The provincial government is to appoint the chief executive officer of the authority: But as was seen in , general members do ask for honorarium of which The Act is silent. Without honorarium, members rarely take their responsibility seriously and do not participate in meetings for complaints, planning or implementation issues of developments at the local level. Conclusion and Policy Recommendations: The enhancement in salaries case will be presented before the cabinet committee on finance.
Meanwhile, special audit reports of Auditor General of Pakistan about the Punjab government accounts were also presented before the cabinet. After the approval of the cabinet, these reports would be presented before the Punjab Assembly. On the occasion, approval was accorded to give the status of tehsil Koh-e-Suleman to the tribal area of D. Khan and decision was also made to allocate five seats for the students belonging to the tribal areas of D.

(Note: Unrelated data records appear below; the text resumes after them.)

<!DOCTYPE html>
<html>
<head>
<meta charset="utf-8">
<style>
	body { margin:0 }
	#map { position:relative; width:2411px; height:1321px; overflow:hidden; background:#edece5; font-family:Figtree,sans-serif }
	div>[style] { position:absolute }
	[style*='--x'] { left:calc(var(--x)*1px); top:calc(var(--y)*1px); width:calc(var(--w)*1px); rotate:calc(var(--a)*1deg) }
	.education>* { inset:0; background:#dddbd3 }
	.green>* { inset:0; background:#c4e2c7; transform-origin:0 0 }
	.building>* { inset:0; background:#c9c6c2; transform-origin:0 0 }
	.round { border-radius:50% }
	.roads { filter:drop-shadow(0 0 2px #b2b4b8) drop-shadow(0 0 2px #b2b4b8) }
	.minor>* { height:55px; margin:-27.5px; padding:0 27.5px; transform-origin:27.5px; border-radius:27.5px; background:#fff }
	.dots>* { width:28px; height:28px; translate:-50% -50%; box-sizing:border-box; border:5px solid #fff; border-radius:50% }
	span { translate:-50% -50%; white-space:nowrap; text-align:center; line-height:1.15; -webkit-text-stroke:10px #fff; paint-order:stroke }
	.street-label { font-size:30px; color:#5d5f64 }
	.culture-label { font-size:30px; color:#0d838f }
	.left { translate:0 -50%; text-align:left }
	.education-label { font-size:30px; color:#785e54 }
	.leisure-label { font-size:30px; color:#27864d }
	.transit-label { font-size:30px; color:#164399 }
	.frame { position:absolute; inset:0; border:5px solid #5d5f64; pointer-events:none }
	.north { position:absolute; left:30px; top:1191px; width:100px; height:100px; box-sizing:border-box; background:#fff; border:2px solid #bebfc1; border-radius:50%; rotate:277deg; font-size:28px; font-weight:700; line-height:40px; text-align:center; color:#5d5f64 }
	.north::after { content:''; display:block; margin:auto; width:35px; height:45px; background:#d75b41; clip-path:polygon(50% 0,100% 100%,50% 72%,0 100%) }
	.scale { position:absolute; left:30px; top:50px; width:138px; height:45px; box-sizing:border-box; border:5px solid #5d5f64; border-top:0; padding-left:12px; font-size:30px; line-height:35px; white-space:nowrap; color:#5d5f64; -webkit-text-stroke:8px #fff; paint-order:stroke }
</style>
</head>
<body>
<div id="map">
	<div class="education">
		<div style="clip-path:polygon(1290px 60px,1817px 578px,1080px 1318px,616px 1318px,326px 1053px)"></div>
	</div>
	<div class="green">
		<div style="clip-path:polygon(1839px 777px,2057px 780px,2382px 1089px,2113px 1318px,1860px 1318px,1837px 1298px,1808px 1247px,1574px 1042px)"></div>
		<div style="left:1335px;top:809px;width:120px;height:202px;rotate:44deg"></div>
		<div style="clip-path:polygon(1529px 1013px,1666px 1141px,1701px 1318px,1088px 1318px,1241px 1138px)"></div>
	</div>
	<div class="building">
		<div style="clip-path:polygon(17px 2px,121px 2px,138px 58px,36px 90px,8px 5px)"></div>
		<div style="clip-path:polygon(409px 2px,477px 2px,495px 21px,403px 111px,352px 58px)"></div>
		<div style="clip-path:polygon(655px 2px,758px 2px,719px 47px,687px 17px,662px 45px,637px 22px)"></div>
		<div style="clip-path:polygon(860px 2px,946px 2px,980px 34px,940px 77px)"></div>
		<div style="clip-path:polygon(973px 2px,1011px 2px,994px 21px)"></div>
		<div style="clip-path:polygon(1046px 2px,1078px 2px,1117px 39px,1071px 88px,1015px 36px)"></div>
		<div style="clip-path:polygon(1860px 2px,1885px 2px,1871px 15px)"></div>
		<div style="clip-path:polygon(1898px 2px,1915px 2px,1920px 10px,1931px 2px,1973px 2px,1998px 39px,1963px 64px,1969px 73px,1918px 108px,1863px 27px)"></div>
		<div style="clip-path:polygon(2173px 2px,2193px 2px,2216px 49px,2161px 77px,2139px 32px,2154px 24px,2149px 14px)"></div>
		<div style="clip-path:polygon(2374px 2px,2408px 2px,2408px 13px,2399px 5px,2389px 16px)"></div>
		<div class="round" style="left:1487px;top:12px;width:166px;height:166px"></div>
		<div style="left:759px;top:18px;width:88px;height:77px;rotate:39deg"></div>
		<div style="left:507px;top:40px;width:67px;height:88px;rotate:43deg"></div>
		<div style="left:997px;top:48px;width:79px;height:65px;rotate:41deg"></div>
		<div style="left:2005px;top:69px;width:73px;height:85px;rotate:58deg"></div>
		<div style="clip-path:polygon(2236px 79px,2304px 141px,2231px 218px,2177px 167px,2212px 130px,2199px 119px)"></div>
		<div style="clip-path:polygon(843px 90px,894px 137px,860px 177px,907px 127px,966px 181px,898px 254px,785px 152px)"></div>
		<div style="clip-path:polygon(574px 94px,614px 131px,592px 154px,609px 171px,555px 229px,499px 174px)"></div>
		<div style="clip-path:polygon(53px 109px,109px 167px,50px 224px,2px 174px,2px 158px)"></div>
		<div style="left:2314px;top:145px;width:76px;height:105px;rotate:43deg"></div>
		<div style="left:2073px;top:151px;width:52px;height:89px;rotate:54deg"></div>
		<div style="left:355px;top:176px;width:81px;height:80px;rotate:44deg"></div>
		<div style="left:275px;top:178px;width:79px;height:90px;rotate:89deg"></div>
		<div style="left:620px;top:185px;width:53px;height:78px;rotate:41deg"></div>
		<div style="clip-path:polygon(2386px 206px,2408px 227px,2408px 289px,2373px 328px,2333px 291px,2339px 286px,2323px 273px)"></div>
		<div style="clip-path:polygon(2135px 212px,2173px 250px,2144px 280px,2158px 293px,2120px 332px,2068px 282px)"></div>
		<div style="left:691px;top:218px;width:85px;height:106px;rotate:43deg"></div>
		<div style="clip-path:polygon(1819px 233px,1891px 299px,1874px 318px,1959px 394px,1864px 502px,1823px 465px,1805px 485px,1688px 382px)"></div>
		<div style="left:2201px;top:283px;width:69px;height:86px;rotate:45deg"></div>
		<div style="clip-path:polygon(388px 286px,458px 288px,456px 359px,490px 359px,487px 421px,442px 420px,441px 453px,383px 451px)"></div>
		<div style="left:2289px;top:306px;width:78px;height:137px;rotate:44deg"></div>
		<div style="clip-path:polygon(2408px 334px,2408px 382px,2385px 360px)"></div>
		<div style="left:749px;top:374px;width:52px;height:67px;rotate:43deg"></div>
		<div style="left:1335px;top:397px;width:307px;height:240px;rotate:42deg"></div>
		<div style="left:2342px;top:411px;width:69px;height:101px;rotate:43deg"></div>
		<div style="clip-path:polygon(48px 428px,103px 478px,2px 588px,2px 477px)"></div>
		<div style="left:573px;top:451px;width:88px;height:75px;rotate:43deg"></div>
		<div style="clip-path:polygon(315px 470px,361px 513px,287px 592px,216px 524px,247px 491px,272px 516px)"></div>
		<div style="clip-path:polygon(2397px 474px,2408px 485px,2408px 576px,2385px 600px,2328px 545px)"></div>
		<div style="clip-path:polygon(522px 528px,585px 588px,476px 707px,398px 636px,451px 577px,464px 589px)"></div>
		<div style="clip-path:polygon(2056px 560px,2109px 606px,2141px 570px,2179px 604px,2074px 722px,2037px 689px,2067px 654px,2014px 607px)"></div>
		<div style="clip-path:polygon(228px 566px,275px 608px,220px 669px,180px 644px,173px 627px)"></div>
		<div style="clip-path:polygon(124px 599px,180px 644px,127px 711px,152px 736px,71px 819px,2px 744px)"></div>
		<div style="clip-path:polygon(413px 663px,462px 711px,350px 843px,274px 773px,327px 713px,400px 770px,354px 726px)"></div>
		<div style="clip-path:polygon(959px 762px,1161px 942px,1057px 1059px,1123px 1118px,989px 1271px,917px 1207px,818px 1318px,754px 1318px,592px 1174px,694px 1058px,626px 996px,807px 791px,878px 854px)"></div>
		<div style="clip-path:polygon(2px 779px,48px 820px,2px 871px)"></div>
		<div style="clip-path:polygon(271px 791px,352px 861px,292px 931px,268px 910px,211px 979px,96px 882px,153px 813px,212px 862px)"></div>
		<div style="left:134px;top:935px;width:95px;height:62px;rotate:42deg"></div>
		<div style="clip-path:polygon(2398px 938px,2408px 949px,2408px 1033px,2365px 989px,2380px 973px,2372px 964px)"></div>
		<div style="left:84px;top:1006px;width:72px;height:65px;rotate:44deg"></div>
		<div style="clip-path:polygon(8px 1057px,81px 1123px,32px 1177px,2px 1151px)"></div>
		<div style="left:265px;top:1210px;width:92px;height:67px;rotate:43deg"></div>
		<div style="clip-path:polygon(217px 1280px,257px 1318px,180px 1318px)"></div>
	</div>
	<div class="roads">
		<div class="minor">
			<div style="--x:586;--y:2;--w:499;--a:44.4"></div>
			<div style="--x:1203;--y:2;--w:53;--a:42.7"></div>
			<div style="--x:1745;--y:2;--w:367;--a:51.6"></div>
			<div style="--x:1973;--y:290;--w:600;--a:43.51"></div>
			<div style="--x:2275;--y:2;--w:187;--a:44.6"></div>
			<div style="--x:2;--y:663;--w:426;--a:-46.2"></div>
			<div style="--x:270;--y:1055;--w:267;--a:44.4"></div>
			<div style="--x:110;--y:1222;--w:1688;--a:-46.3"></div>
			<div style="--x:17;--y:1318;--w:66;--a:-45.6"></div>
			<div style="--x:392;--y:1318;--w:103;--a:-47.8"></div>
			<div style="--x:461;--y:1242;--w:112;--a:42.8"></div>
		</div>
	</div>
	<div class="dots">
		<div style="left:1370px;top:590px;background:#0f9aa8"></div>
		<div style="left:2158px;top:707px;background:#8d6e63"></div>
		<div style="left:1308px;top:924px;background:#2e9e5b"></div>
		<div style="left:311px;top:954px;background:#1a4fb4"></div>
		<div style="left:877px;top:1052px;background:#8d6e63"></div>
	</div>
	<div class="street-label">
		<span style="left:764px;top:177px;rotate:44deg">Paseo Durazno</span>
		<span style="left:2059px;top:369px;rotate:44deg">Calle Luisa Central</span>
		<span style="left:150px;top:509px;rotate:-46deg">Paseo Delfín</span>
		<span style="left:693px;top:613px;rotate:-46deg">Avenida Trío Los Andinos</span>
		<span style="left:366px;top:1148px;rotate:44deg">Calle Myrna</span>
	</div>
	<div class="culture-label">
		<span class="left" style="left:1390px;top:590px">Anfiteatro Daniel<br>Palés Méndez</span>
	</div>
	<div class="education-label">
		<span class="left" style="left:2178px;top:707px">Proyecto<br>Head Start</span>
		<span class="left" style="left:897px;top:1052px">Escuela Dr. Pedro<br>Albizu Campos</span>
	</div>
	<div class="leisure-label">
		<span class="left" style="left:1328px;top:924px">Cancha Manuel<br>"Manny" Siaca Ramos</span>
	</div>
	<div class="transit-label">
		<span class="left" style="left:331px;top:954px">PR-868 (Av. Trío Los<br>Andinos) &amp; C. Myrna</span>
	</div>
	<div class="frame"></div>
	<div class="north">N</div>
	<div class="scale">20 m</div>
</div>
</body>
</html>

The Cabinet also approved the financing of population welfare program Punjab through public sector development program and funds were also approved for devolved vertical programs of health and population welfare sectors.
The meeting approved temporary regulations under regulatory steps for immediate eradication of dengue disease.
The Cabinet also accorded approval to Punjab Animal Health Bill and amendments in benevolent fund rules were approved as well for reconsideration of eligibility criteria of monthly grants and increase in grant money. The meeting approved to transfer land for megawatt Karot Power Project and affairs pertaining to the royalty of liquid petroleum gas according to the market value of LPG were also approved. Under this act, a water resources commission will be set up with Chief Minister as its chairman and pumping out of the water without a license would be banned.